Ever-Glory International Group, Inc. (the “Registrant”) is filing this Current Report on Form 8-K/A (Amendment No. 1) (this “Amendment”) to its Current Report on Form 8-K as filed with the Securities and Exchange Commission on June 29, 2006 (the “Original Report”) to amend and restate Item 1.01 to the Original Report in order to correct an incorrect reference that “...Registrant has received an opinion as to the fairness of the transaction from Savills Valuation and Professional Services Ltd, dated March 7, 2006". The report received by the Board of the Directors of the Registrant from Savills Valuation and Professional Services Ltd, dated March 7, 2006, was mistakenly referred to a “fairness opinion”. The report is a business valuation with respect to the market value of Nanjing Catch-Luck Garments Co, Ltd. as of November 30, 2005. Pursuant to Rule 12b-15 promulgated under the Securities Exchange Act of 1934, as amended, this Amendment sets forth below the complete text of Item 1.01, as amended.

With the exception of the correction of the above-listed error in this explanatory note and removal of the reference to the business valuation report from Item 1.01, as amended, this Amendment continues to speak as of the date of the Original Report and we have not updated the disclosure contained herein to reflect events that have occurred since the filing of the Original Report.

Item 1.01. Entry into a Material Definitive Agreement

On June 26, 2006, Registrant, through its wholly owned subsidiary, Perfect Dream Ltd, a British Virgin Islands corporation (“Perfect Dream”) entered into an Agreement for the Purchase and Sale of Stock (the “Agreement”) with Ever-Glory Enterprises (HK) Ltd, a Hong Kong corporation (“Seller”) pursuant to which Registrant has agreed to acquire and Seller has agreed to sell all of the Seller’s interest in Nanjing Catch-Luck Garments Co, Ltd, a Chinese limited liability company (“Catch-Luck”).
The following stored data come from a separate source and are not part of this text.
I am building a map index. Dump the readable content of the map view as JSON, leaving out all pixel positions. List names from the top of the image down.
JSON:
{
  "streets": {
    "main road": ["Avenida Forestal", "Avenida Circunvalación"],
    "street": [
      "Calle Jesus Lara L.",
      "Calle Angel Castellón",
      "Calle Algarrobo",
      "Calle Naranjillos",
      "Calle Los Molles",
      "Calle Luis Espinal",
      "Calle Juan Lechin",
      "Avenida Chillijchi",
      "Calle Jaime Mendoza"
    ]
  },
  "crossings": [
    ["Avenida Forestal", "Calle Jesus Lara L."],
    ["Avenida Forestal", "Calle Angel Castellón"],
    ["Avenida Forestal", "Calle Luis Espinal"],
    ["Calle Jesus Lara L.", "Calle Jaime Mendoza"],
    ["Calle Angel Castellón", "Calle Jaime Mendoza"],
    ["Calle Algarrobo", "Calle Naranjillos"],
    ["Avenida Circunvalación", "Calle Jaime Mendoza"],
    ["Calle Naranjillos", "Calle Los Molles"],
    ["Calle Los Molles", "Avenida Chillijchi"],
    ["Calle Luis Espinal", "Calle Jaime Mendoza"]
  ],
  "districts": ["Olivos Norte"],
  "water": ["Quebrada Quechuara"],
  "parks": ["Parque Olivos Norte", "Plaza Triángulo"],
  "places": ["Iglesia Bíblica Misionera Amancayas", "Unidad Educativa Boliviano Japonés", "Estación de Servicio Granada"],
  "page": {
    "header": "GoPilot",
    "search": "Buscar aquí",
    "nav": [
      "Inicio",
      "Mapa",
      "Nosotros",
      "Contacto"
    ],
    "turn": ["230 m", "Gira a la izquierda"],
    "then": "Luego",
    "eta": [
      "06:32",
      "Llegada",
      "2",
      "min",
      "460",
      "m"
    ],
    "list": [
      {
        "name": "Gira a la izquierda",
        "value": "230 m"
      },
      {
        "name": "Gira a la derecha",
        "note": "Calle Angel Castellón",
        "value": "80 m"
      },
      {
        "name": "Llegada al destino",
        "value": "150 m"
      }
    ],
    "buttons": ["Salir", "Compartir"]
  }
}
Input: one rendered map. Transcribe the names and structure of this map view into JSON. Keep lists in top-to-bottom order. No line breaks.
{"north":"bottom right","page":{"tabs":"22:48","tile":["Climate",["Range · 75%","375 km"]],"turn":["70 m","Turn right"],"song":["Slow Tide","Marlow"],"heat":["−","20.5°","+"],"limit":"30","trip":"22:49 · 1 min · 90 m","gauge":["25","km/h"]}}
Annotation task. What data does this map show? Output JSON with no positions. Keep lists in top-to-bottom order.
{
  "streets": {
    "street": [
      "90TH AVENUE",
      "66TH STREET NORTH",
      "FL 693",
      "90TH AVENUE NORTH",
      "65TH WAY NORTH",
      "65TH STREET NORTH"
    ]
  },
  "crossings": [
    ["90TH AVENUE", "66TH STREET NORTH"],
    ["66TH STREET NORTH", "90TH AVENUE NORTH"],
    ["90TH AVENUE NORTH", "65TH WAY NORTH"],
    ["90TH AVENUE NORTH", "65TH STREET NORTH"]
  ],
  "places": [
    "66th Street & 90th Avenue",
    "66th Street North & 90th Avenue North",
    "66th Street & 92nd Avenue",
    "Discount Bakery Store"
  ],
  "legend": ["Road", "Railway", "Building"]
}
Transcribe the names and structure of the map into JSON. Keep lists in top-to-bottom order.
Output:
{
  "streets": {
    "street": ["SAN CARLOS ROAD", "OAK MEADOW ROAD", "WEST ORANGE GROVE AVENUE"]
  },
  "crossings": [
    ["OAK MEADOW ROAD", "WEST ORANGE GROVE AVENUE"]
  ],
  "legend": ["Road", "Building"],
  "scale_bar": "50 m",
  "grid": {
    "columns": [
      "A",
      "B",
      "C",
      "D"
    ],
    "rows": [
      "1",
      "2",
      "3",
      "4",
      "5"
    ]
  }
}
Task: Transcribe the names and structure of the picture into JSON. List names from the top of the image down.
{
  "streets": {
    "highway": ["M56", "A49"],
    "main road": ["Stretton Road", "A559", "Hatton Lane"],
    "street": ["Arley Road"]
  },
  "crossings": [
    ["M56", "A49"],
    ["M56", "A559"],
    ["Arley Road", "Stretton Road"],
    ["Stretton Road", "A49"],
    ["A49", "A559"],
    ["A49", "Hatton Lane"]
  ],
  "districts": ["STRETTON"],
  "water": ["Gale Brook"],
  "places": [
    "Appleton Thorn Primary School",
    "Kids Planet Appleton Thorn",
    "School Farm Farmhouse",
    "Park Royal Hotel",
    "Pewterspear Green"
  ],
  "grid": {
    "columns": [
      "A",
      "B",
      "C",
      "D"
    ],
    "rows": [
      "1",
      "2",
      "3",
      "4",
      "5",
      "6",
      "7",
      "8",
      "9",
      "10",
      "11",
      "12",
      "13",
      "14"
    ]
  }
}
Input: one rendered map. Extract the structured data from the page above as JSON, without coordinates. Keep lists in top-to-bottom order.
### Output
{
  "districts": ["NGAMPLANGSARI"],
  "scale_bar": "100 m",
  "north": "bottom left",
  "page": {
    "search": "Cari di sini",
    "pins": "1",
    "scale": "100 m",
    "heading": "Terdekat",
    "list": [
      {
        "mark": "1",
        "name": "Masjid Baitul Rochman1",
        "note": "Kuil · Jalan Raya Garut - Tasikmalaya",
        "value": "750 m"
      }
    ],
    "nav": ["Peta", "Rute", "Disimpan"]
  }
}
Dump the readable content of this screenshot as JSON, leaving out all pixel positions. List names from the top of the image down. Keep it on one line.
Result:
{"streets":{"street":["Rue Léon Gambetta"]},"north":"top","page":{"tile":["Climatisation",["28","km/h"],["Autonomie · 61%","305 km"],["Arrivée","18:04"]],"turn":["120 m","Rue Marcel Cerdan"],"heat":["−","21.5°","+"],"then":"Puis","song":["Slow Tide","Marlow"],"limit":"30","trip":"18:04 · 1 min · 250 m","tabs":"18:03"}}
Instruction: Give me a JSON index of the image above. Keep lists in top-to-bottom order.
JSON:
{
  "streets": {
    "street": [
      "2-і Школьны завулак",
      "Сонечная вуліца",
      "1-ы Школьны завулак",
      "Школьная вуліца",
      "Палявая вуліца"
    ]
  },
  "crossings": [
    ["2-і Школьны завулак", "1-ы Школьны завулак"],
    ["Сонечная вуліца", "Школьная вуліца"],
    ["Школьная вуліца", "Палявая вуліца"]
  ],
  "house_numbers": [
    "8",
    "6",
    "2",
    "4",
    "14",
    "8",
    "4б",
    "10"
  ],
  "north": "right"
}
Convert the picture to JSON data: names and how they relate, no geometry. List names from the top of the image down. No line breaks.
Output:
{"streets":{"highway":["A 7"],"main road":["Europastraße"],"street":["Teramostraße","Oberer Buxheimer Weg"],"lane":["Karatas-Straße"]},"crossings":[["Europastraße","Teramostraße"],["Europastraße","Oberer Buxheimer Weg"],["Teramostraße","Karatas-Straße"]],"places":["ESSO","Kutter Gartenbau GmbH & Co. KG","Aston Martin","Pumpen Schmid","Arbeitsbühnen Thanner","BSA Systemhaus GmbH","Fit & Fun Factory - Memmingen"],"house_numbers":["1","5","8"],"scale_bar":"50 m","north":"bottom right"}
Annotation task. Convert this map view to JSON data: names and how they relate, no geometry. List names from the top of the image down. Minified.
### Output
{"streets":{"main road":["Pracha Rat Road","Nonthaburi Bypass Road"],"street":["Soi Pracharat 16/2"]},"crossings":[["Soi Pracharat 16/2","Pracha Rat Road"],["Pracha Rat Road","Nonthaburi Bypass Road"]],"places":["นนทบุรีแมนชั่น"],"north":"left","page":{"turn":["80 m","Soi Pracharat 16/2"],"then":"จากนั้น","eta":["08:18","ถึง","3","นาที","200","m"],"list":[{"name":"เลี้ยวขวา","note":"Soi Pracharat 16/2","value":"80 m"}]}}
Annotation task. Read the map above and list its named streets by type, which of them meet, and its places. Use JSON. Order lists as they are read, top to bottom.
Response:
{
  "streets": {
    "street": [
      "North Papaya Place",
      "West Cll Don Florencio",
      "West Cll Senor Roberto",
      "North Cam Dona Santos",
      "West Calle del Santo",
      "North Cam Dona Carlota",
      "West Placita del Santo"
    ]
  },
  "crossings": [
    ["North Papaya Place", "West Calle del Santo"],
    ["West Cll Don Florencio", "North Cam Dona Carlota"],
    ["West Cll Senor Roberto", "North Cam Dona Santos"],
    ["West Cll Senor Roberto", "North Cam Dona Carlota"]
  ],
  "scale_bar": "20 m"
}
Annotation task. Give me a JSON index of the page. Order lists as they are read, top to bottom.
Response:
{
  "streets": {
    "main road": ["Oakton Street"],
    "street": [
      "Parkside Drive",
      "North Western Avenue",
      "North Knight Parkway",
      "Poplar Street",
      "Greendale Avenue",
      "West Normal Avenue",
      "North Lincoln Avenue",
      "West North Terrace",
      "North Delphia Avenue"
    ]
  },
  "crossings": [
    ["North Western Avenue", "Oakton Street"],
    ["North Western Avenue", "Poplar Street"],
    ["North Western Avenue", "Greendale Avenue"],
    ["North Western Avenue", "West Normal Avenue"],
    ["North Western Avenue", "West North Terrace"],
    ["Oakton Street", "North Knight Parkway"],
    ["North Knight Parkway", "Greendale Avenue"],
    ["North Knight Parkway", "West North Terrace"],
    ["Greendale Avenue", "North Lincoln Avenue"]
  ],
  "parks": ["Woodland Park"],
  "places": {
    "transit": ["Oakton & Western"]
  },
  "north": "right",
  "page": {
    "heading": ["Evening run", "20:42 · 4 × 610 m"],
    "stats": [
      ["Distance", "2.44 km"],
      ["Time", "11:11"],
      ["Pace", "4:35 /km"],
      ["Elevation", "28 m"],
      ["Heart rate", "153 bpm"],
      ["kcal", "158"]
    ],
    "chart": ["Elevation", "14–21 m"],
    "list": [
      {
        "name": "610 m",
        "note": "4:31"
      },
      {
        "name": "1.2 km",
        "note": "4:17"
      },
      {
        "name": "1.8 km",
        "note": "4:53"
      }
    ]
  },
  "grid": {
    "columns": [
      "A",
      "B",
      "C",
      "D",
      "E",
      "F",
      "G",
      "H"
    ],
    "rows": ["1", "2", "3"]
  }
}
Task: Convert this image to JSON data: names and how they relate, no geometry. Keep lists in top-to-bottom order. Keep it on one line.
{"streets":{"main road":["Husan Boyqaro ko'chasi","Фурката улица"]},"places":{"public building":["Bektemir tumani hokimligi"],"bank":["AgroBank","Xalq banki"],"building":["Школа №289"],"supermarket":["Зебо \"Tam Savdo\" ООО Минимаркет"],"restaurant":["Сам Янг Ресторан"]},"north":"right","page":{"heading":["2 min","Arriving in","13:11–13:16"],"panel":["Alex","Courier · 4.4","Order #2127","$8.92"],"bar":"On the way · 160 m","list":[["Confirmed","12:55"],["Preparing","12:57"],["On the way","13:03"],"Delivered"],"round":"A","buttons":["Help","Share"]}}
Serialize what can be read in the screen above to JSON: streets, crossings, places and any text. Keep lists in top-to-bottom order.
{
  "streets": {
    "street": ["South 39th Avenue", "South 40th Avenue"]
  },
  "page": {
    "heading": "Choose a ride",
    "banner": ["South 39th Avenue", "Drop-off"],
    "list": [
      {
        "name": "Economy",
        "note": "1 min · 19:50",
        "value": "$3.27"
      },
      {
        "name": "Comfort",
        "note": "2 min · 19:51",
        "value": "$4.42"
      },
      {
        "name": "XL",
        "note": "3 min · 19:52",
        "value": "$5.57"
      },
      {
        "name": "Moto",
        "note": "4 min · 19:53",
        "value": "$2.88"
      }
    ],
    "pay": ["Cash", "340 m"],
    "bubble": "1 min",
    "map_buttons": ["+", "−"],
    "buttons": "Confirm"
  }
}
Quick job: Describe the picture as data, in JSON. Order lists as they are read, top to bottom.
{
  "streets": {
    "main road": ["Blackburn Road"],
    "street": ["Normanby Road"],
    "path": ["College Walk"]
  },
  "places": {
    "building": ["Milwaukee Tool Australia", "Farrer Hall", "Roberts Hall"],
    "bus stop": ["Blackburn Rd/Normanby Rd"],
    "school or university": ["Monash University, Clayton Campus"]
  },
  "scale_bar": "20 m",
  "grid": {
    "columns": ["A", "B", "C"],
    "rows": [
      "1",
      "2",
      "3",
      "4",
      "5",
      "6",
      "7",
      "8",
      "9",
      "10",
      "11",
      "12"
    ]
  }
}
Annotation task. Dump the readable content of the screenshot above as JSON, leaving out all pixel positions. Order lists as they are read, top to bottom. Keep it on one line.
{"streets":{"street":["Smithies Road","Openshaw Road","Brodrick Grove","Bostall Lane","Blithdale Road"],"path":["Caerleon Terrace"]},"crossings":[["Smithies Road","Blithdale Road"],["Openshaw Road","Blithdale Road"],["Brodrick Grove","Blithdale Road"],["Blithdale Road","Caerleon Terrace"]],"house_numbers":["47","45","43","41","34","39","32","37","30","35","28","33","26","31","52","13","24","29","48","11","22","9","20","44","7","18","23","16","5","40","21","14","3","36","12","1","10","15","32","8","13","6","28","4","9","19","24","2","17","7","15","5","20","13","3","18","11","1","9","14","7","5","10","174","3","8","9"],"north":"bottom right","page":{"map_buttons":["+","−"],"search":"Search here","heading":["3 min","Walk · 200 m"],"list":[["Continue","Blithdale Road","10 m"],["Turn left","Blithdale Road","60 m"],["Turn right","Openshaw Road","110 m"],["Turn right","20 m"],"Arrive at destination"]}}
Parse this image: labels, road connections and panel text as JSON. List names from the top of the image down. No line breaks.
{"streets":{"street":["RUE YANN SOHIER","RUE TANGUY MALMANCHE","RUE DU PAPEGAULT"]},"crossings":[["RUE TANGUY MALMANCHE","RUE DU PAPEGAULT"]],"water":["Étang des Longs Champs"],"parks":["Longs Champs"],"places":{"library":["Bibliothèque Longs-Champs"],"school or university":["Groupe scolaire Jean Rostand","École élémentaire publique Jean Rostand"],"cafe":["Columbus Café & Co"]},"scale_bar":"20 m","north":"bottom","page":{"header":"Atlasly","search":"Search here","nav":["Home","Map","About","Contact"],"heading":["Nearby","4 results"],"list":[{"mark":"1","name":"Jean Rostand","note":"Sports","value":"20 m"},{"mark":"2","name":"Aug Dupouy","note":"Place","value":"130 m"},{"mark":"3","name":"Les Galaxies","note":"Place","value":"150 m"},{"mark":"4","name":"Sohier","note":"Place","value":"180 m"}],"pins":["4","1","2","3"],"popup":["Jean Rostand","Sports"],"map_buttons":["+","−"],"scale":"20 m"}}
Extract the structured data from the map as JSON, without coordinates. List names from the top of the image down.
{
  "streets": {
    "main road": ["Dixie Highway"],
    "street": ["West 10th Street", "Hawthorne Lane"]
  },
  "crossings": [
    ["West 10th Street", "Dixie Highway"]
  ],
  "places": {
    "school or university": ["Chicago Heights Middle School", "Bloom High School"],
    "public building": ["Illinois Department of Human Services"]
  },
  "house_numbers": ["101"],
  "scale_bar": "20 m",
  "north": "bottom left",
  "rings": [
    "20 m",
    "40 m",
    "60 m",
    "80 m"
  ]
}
The Seller owns 100% of the total capital of Catch-Luck.

Pursuant to the terms of the Agreement, Registrant or Perfect Dream shall pay Seller an amount in Renminbi (“RMB”) equal to USD600,000 within 90 days of the closing of the Transaction (the “Cash Purchase Price”) and Registrant will issue to Seller an amount in Registrant’s common stock equal to USD9.4 million within 90 days of the closing of the Transaction (the “Stock Purchase Price”). The number of shares of common stock to be delivered to Seller in satisfaction of the Stock Purchase Price shall be calculated based on the fair market value of Registrant’s common stock based on the preceding 30-day average of the high bid and the low ask price for Registrant’s common stock as quoted on the Over-the-Counter Bulletin Board as of the date of the closing. The Transaction is expected to close approximately within 30 days after the statement is filed, subject to certain closing conditions.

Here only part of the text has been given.